Stevie lässt sich auch nichts vormachen. Am Anfang dachte ich noch, dass Stevie ganz schön frech ist. Aber mittlerweile kenne ich sie besser und weiß, dass sie im Grunde ein herzensguter Mensch ist. Sie lässt sich von Niemanden etwas einreden und ist stets auf das Wohl ihrer Mitmenschen bedacht. Manchmal glaube ich, dieses geht ihr über alles. Selbst über ihre eigene Gesundheit und ihr eigenes Befinden.

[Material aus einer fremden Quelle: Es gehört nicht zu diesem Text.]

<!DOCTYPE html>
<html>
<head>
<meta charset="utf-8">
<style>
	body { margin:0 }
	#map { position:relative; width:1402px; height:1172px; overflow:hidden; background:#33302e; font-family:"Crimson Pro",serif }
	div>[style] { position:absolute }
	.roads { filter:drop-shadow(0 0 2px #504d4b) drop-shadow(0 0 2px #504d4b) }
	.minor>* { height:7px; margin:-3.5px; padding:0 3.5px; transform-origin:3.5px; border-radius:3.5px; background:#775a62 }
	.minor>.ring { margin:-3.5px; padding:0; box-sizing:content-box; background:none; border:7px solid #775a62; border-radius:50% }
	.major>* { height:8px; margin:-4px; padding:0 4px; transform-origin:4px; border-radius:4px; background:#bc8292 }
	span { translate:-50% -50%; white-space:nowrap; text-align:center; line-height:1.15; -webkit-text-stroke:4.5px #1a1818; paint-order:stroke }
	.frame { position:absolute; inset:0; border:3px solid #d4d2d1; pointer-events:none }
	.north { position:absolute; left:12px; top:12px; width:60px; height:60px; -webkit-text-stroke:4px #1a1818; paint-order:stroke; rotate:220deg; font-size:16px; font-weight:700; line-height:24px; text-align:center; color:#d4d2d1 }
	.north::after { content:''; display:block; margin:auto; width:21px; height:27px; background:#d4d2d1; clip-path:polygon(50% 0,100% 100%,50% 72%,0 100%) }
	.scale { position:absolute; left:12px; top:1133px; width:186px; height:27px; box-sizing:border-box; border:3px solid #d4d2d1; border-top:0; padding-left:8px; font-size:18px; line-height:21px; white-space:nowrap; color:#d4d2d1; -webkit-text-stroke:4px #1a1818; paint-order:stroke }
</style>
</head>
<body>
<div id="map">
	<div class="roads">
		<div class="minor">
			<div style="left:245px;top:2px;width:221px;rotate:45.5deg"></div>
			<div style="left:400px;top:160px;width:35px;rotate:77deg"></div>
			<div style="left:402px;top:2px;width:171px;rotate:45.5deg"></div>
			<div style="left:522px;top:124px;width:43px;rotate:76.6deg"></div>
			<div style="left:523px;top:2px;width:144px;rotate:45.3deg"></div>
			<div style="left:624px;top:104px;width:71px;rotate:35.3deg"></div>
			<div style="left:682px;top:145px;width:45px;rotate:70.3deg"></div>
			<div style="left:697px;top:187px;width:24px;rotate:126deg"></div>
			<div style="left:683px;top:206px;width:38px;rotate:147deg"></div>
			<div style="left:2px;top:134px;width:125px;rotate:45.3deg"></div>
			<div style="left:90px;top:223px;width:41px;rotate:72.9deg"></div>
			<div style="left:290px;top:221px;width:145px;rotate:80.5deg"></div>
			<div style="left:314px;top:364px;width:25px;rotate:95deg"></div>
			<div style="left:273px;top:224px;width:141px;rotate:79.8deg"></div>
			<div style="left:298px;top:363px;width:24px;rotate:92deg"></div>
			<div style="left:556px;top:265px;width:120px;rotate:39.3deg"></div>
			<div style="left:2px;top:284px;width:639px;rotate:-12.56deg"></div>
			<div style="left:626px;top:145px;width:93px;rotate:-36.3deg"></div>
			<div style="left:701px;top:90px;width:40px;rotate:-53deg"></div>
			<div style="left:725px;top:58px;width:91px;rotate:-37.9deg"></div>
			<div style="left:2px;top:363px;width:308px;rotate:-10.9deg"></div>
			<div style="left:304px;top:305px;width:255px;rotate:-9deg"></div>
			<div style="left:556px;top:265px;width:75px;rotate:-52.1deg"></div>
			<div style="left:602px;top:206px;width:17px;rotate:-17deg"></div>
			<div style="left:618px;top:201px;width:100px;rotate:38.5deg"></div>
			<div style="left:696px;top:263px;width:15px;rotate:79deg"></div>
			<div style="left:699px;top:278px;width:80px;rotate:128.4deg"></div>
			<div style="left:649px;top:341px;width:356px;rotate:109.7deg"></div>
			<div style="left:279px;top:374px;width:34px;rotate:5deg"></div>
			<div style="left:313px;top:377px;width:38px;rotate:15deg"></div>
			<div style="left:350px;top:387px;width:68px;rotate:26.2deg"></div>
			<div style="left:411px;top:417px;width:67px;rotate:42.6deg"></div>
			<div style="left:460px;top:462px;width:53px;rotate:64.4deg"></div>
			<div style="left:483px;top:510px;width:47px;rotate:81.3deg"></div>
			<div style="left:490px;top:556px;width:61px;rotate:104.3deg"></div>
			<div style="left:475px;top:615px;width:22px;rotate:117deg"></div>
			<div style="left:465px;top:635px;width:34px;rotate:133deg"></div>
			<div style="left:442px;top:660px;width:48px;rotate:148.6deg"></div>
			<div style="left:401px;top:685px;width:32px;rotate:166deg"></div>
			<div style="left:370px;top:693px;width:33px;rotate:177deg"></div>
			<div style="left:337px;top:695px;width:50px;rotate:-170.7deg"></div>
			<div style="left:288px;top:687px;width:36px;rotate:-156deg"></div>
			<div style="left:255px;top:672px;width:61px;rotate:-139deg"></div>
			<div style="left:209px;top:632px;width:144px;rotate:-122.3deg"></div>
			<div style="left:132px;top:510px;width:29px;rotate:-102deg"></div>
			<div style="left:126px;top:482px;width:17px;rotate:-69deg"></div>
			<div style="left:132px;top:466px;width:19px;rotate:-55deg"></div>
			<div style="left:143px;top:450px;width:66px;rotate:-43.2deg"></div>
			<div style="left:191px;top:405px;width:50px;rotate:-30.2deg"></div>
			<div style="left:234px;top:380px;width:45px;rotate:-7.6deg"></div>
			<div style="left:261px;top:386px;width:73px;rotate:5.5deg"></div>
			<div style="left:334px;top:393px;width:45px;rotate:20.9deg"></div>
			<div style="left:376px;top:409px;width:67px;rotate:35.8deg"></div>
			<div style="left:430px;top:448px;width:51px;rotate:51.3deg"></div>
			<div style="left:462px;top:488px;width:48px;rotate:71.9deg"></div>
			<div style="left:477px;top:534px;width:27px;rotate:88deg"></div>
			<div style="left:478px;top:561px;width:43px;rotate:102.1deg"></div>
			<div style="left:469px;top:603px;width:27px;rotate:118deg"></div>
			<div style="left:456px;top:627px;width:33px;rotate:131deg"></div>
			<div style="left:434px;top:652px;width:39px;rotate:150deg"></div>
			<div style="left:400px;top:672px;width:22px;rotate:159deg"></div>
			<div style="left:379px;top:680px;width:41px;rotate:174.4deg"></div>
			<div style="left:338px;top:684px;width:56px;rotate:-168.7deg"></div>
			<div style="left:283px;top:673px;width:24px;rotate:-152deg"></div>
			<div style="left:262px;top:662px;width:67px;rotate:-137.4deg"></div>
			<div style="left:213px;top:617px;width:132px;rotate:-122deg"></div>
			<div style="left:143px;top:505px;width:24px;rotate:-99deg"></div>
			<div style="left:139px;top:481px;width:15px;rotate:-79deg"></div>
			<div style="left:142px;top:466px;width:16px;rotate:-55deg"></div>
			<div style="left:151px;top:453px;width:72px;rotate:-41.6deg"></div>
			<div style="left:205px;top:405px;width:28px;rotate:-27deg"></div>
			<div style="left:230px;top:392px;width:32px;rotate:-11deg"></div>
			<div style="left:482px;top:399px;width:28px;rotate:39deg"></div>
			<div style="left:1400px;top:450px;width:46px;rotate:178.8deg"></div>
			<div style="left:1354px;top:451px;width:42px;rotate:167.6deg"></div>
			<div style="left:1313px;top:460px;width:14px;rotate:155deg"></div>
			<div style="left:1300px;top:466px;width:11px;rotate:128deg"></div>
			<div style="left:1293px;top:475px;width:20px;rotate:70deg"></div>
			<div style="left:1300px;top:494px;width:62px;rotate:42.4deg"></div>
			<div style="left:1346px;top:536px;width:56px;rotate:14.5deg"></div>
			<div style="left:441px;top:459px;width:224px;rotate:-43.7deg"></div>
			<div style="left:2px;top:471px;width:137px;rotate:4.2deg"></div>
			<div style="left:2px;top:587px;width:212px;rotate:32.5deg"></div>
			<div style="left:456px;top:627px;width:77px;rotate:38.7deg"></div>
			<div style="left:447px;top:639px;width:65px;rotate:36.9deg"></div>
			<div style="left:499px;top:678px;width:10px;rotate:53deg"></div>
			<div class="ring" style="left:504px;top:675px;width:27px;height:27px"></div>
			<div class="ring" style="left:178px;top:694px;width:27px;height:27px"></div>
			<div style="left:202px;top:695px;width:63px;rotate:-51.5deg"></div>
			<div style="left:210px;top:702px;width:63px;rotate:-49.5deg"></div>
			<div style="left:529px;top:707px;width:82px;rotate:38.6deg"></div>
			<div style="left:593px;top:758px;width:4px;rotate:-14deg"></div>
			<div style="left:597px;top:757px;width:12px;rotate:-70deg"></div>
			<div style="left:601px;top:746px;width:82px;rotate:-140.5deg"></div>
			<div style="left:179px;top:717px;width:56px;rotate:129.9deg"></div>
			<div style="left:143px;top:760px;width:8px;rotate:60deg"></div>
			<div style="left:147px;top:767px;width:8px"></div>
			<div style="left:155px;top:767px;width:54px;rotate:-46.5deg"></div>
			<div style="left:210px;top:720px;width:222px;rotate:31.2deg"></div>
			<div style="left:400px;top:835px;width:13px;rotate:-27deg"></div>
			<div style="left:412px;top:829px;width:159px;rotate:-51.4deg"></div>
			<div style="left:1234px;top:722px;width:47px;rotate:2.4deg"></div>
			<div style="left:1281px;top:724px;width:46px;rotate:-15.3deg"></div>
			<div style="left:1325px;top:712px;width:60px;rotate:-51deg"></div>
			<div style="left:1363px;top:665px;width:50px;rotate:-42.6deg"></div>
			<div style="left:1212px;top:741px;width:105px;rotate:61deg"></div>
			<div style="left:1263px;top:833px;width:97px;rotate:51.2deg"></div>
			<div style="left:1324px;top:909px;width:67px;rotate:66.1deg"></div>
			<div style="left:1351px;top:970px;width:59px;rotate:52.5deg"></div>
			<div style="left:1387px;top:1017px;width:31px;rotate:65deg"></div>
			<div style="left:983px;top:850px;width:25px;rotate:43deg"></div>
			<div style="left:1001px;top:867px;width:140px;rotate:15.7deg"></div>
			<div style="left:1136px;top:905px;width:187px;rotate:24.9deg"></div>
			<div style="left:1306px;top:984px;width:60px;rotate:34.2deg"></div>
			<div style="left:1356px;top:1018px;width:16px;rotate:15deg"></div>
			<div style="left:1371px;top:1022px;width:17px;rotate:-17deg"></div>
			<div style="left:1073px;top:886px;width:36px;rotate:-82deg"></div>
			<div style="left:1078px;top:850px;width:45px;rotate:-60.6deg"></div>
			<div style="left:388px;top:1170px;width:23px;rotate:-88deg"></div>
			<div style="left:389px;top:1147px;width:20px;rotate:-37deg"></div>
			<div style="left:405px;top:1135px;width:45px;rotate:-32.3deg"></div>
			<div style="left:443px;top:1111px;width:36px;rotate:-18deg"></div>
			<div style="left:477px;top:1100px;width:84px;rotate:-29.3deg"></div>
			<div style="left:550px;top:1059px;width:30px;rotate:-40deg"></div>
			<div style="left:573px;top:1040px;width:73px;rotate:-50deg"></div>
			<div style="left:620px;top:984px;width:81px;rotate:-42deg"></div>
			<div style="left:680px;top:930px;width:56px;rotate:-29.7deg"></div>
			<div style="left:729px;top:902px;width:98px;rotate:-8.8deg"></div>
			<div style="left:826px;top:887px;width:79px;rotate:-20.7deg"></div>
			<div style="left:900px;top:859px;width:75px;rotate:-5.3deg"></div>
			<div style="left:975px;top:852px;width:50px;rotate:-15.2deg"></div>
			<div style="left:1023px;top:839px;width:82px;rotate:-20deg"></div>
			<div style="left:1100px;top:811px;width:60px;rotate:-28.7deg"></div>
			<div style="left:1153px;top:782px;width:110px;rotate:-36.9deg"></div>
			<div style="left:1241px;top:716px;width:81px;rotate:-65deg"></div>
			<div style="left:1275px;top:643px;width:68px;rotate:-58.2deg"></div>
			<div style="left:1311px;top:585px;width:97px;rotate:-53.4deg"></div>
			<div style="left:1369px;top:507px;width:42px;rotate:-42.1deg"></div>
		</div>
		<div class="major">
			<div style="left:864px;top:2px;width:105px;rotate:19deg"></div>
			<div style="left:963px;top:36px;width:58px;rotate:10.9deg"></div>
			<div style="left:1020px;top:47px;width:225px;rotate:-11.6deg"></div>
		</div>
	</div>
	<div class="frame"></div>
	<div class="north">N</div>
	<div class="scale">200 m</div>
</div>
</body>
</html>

Gestern war eine Arbeitskollegin von ihr zu Besuch. Ihr Name war Grace. Diese Grace erkundigte sich natürlich nach Stevies Befinden und hatte einen so mitleidigen Ausdruck im Gesicht, als sie Stevie sah. Auch wanderten Grace´ blaue Augen auf meine Person und ich glaube, sie hat sich ganz schön erschrocken. Wahrscheinlich ist sie nicht oft im Krankenhaus.
So wie ich es mitbekommen hatte, ist Grace eine von Stevies engsten Freundinnen. Bin mir nicht sicher, aber mir kam es so vor.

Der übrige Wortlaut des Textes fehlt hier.